Run by celebrated chef Akbar Singh, who lays claim to more than 25 years in the business of exceptional Indian cuisine, Chef Platters is the latest chapter in a culinary legacy that has left an indelible mark on Manchester’s foodie landscape. “Not just a business, but a passionate continuation of a commitment to delivering authentic flavours”, this East Didsbury-Burnage borderlands establishment is well worth seeking out, whether you’re local to the neighbourhood or eyeing up a lunch or dinner on the south side of town.
The menu is expansive, and covers a number of cooking and seasoning styles, alongside sides, a separate kids section, and dedicated vegan options, including charcoal grilled dishes. Opening at the beginning, starters feature the classics onion bhaji, Punjabi samosas, vada pav, pav bhaji, and mushroom manchurian. Not forgetting gobhi 65 (crispy fried cauliflower flavoured with curry leaves), mushroom 65 (same again, only with fungi as the focus), the chilli paneer, samosa chaat, papadi chaat, dahi bahia chaat and aloo tikki chaat. Chezwan crispy prawns, keema pav, meat samosas and chilli chicken are among the non veg entrees, alongside fish amritsari and prawns koliwada. Grilled starters are also a standout: lamb chops, chicken wings, tandoori king prawn, and seekh kebab).

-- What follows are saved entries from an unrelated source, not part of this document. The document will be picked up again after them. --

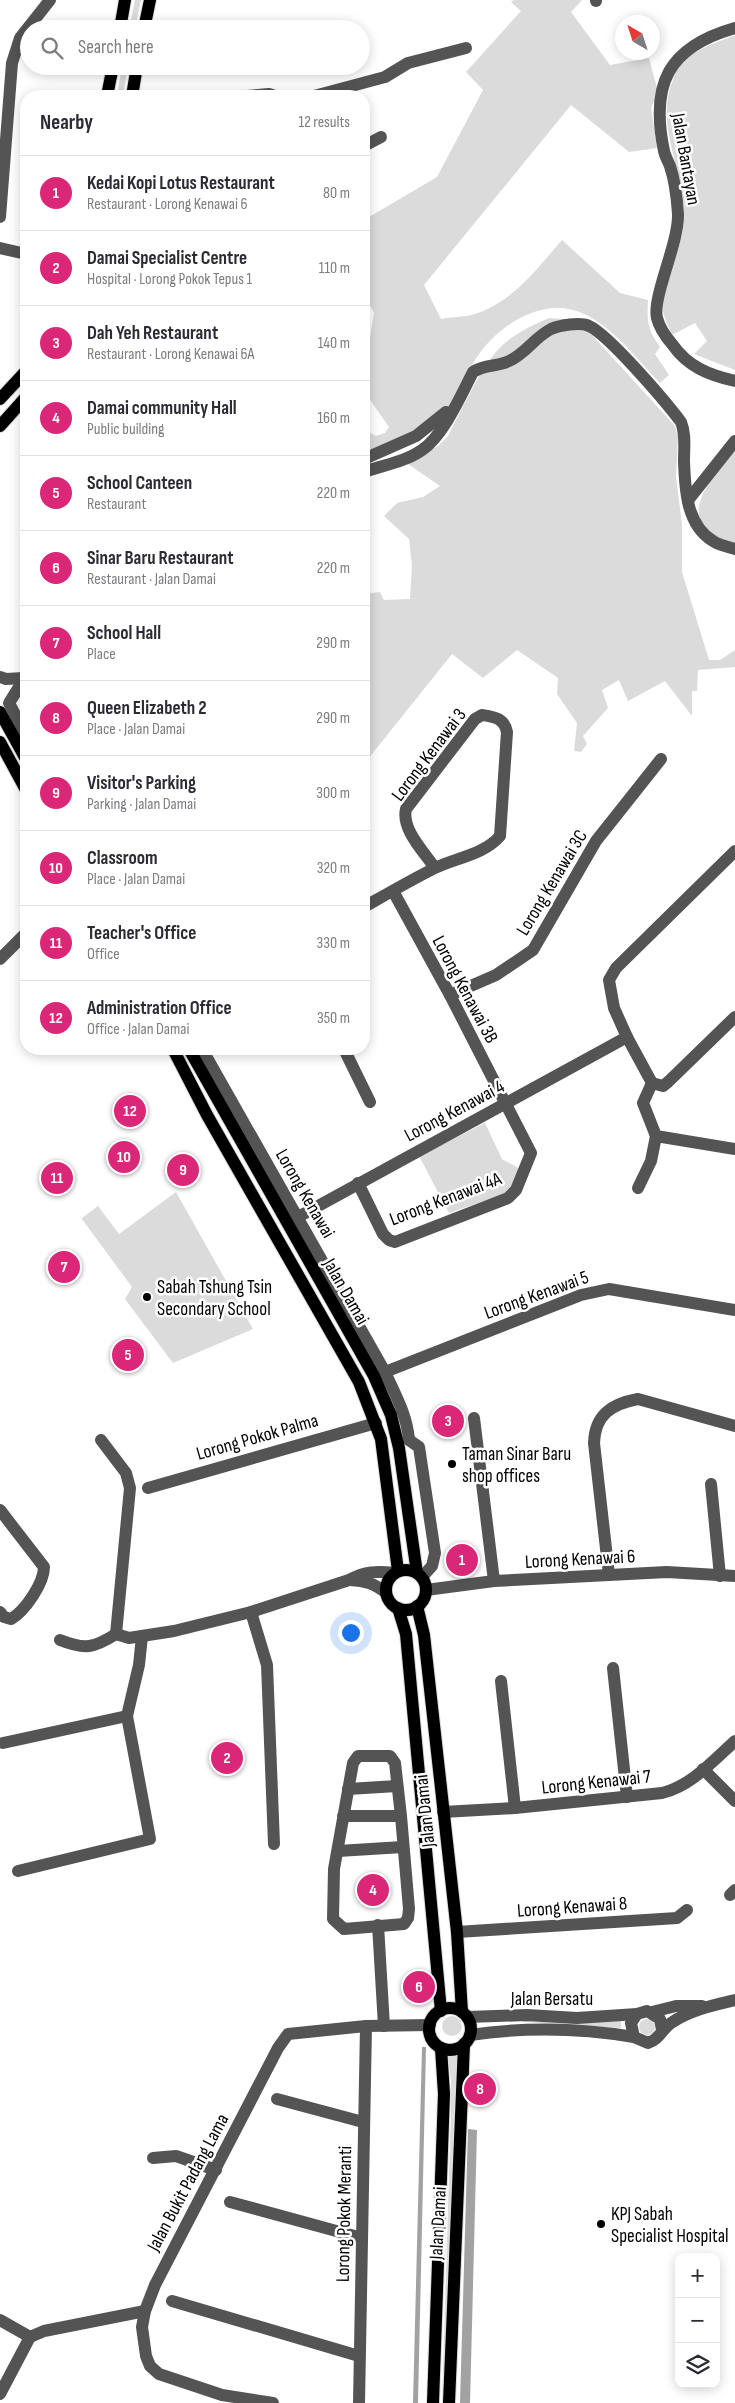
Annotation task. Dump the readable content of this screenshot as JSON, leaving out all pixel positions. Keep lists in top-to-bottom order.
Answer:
{
  "streets": {
    "main road": ["Jalan Damai"],
    "street": [
      "Jalan Bantayan",
      "Lorong Kenawai 3",
      "Lorong Kenawai 3C",
      "Lorong Kenawai 3B",
      "Lorong Kenawai 4",
      "Lorong Kenawai",
      "Lorong Kenawai 4A",
      "Lorong Kenawai 5",
      "Lorong Pokok Palma",
      "Lorong Kenawai 6",
      "Lorong Kenawai 7",
      "Lorong Kenawai 8",
      "Jalan Bersatu",
      "Jalan Bukit Padang Lama",
      "Lorong Pokok Meranti"
    ]
  },
  "crossings": [
    ["Lorong Kenawai 3", "Lorong Kenawai 3B"],
    ["Lorong Kenawai 3C", "Lorong Kenawai 3B"],
    ["Lorong Kenawai 3B", "Lorong Kenawai 4"],
    ["Lorong Kenawai 3B", "Lorong Kenawai 4A"],
    ["Lorong Kenawai 4", "Lorong Kenawai"],
    ["Lorong Kenawai 4", "Lorong Kenawai 4A"],
    ["Lorong Kenawai", "Jalan Damai"],
    ["Lorong Kenawai", "Lorong Kenawai 5"],
    ["Lorong Kenawai", "Lorong Kenawai 6"],
    ["Jalan Damai", "Lorong Pokok Palma"],
    ["Jalan Damai", "Lorong Kenawai 6"],
    ["Jalan Damai", "Lorong Kenawai 7"],
    ["Jalan Damai", "Lorong Kenawai 8"],
    ["Jalan Damai", "Jalan Bersatu"],
    ["Jalan Damai", "Jalan Bukit Padang Lama"],
    ["Jalan Bersatu", "Jalan Bukit Padang Lama"],
    ["Jalan Bukit Padang Lama", "Lorong Pokok Meranti"]
  ],
  "places": ["Sabah Tshung Tsin Secondary School", "Taman Sinar Baru shop offices", "KPJ Sabah Specialist Hospital"],
  "north": "top left",
  "page": {
    "search": "Search here",
    "heading": ["Nearby", "12 results"],
    "list": [
      {
        "mark": "1",
        "name": "Kedai Kopi Lotus Restaurant",
        "note": "Restaurant · Lorong Kenawai 6",
        "value": "80 m"
      },
      {
        "mark": "2",
        "name": "Damai Specialist Centre",
        "note": "Hospital · Lorong Pokok Tepus 1",
        "value": "110 m"
      },
      {
        "mark": "3",
        "name": "Dah Yeh Restaurant",
        "note": "Restaurant · Lorong Kenawai 6A",
        "value": "140 m"
      },
      {
        "mark": "4",
        "name": "Damai community Hall",
        "note": "Public building",
        "value": "160 m"
      },
      {
        "mark": "5",
        "name": "School Canteen",
        "note": "Restaurant",
        "value": "220 m"
      },
      {
        "mark": "6",
        "name": "Sinar Baru Restaurant",
        "note": "Restaurant · Jalan Damai",
        "value": "220 m"
      },
      {
        "mark": "7",
        "name": "School Hall",
        "note": "Place",
        "value": "290 m"
      },
      {
        "mark": "8",
        "name": "Queen Elizabeth 2",
        "note": "Place · Jalan Damai",
        "value": "290 m"
      },
      {
        "mark": "9",
        "name": "Visitor's Parking",
        "note": "Parking · Jalan Damai",
        "value": "300 m"
      },
      {
        "mark": "10",
        "name": "Classroom",
        "note": "Place · Jalan Damai",
        "value": "320 m"
      },
      {
        "mark": "11",
        "name": "Teacher's Office",
        "note": "Office",
        "value": "330 m"
      },
      {
        "mark": "12",
        "name": "Administration Office",
        "note": "Office · Jalan Damai",
        "value": "350 m"
      }
    ],
    "pins": [
      "12",
      "10",
      "9",
      "11",
      "7",
      "5",
      "3",
      "1",
      "2",
      "4",
      "6",
      "8"
    ],
    "map_buttons": ["+", "−"]
  }
}
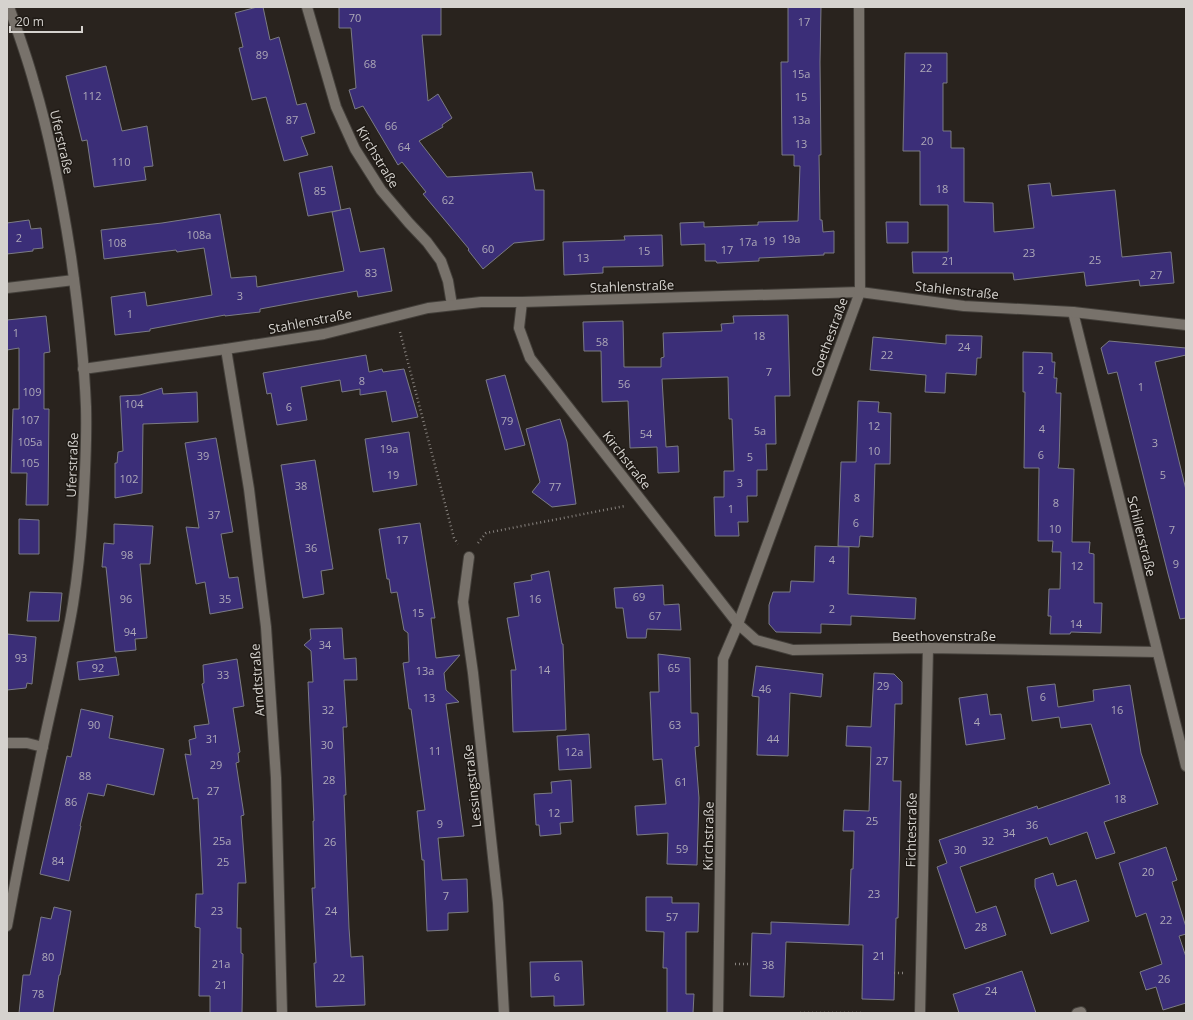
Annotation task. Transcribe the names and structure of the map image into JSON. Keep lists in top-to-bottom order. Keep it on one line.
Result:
{"streets":{"street":["Uferstraße","Kirchstraße","Stahlenstraße","Goethestraße","Schillerstraße","Beethovenstraße","Arndtstraße","Lessingstraße","Fichtestraße"]},"crossings":[["Uferstraße","Stahlenstraße"],["Kirchstraße","Stahlenstraße"],["Kirchstraße","Goethestraße"],["Kirchstraße","Beethovenstraße"],["Stahlenstraße","Goethestraße"],["Stahlenstraße","Schillerstraße"],["Stahlenstraße","Arndtstraße"],["Goethestraße","Beethovenstraße"],["Schillerstraße","Beethovenstraße"],["Beethovenstraße","Fichtestraße"]],"house_numbers":["70","17","89","68","22","15a","112","15","87","13a","66","20","13","64","110","18","85","62","108a","2","19a","19","17a","108","60","17","15","23","13","25","21","83","27","3","1","1","18","58","24","22","2","7","8","56","1","109","104","6","107","79","12","4","5a","54","105a","3","19a","10","6","39","5","105","19","5","102","3","38","77","8","8","1","37","6","10","7","17","36","98","4","9","12","69","96","35","16","2","15","67","14","94","34","93","92","65","14","13a","33","29","46","6","13","32","16","4","90","63","31","44","30","11","12a","27","29","88","28","61","27","18","86","12","25","9","36","34","25a","32","26","59","30","84","25","20","23","7","23","24","57","22","28","21","80","21a","38","6","22","26","21","24","78"],"scale_bar":"20 m"}
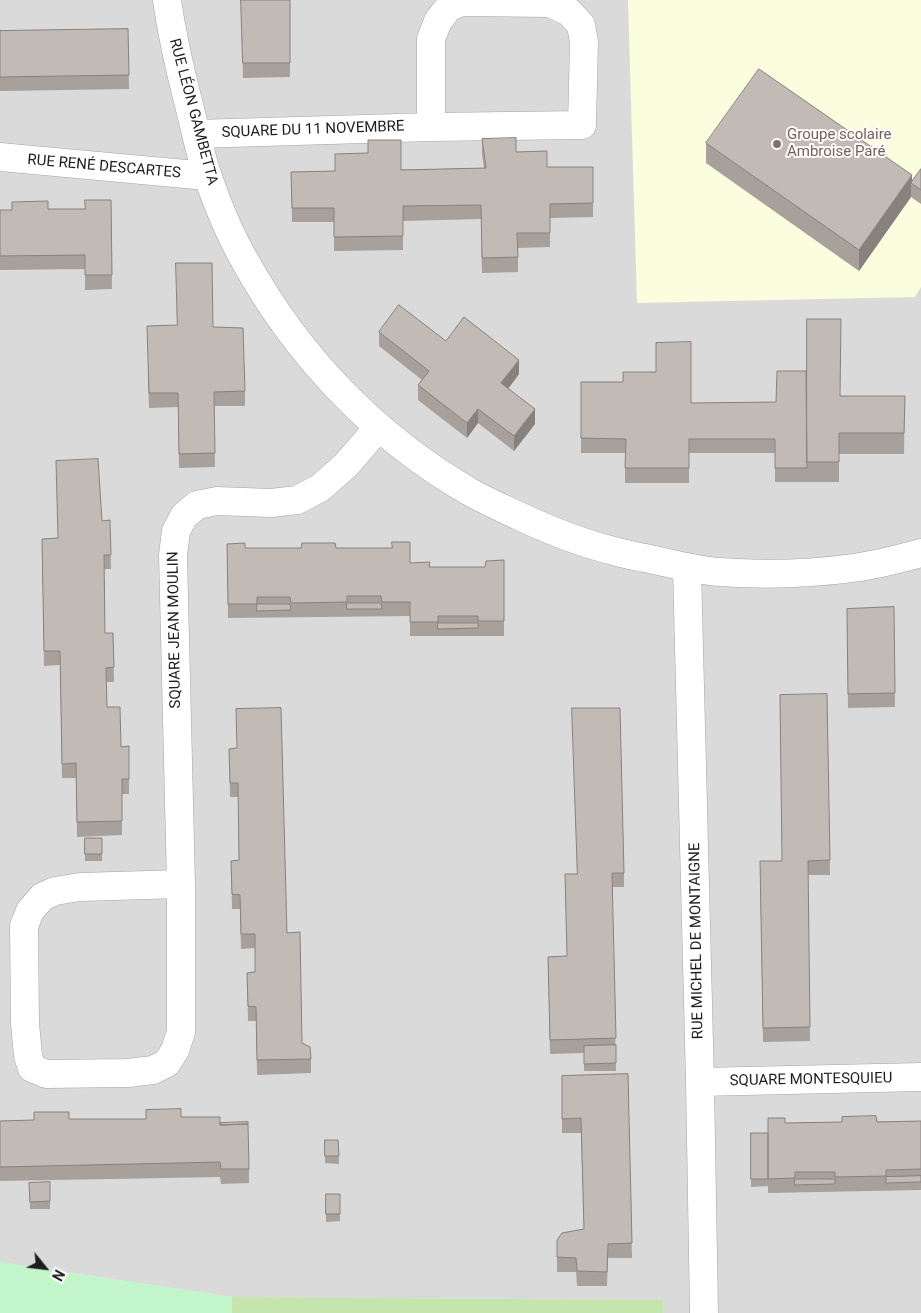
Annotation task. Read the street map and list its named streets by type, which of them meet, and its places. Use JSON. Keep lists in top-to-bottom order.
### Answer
{
  "streets": {
    "street": [
      "RUE LÉON GAMBETTA",
      "SQUARE DU 11 NOVEMBRE",
      "RUE RENÉ DESCARTES",
      "SQUARE JEAN MOULIN",
      "RUE MICHEL DE MONTAIGNE",
      "SQUARE MONTESQUIEU"
    ]
  },
  "crossings": [
    ["RUE LÉON GAMBETTA", "SQUARE DU 11 NOVEMBRE"],
    ["RUE LÉON GAMBETTA", "RUE RENÉ DESCARTES"],
    ["RUE LÉON GAMBETTA", "SQUARE JEAN MOULIN"],
    ["RUE LÉON GAMBETTA", "RUE MICHEL DE MONTAIGNE"],
    ["RUE MICHEL DE MONTAIGNE", "SQUARE MONTESQUIEU"]
  ],
  "places": ["Groupe scolaire Ambroise Paré"],
  "north": "bottom right"
}
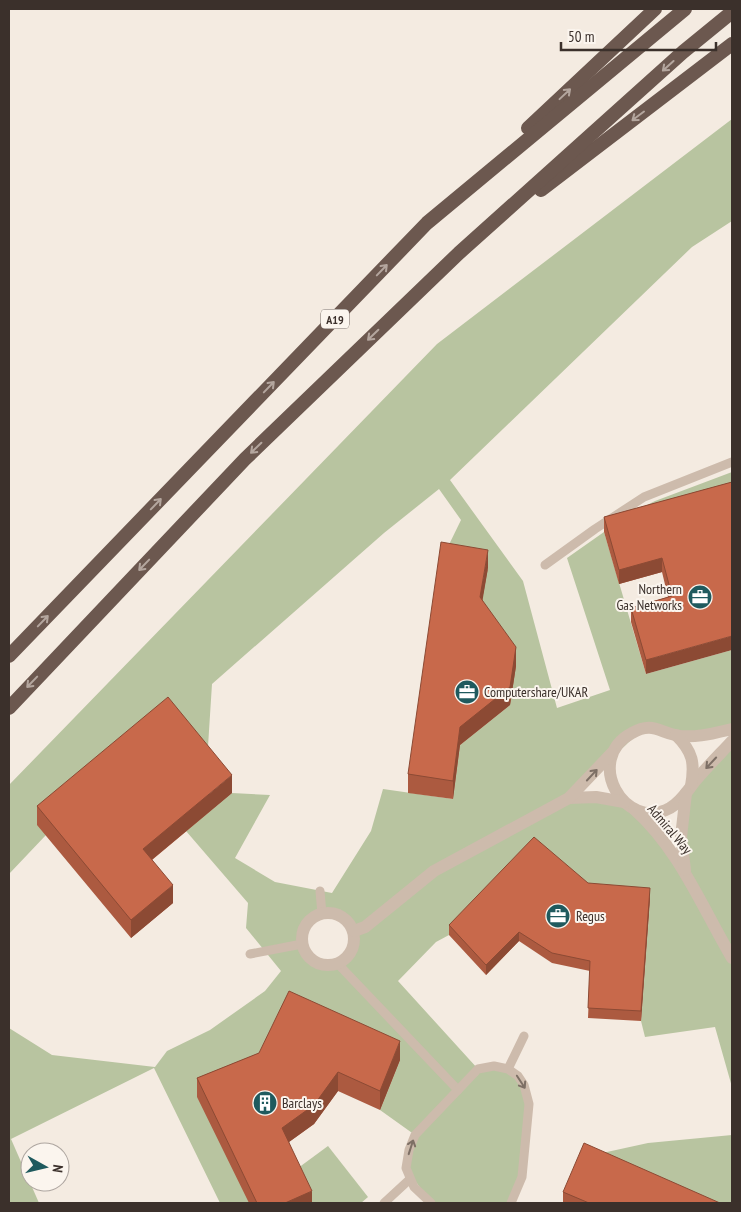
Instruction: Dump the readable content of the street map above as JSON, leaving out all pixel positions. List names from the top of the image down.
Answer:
{
  "streets": {
    "highway": ["A19"],
    "street": ["Admiral Way"]
  },
  "places": {
    "office": ["Northern Gas Networks", "Computershare/UKAR", "Regus"],
    "building": ["Barclays"]
  },
  "scale_bar": "50 m",
  "north": "right"
}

Elsewhere, you’ll find a range of traditional curries – chicken, lamb, prawn, paneer and vegetable — and a selection of Indo-Chinese fusion dishes. Think veg, chicken or prawn hakka noodles, and chicken, prawn or veg fried rice. Ever popular, the Biryani game here is serious, with lamb hyderabadi biryani and prawn jhinga biryani vying for your attention next to the statement lamb shank biryani, slow cooked for extra tenderness. Once your done with the savouries, Chef Platters also has a big reputation in terms of sweets, for example gulab jamun, with or without ice cream, and gajjar halwa, to name but two.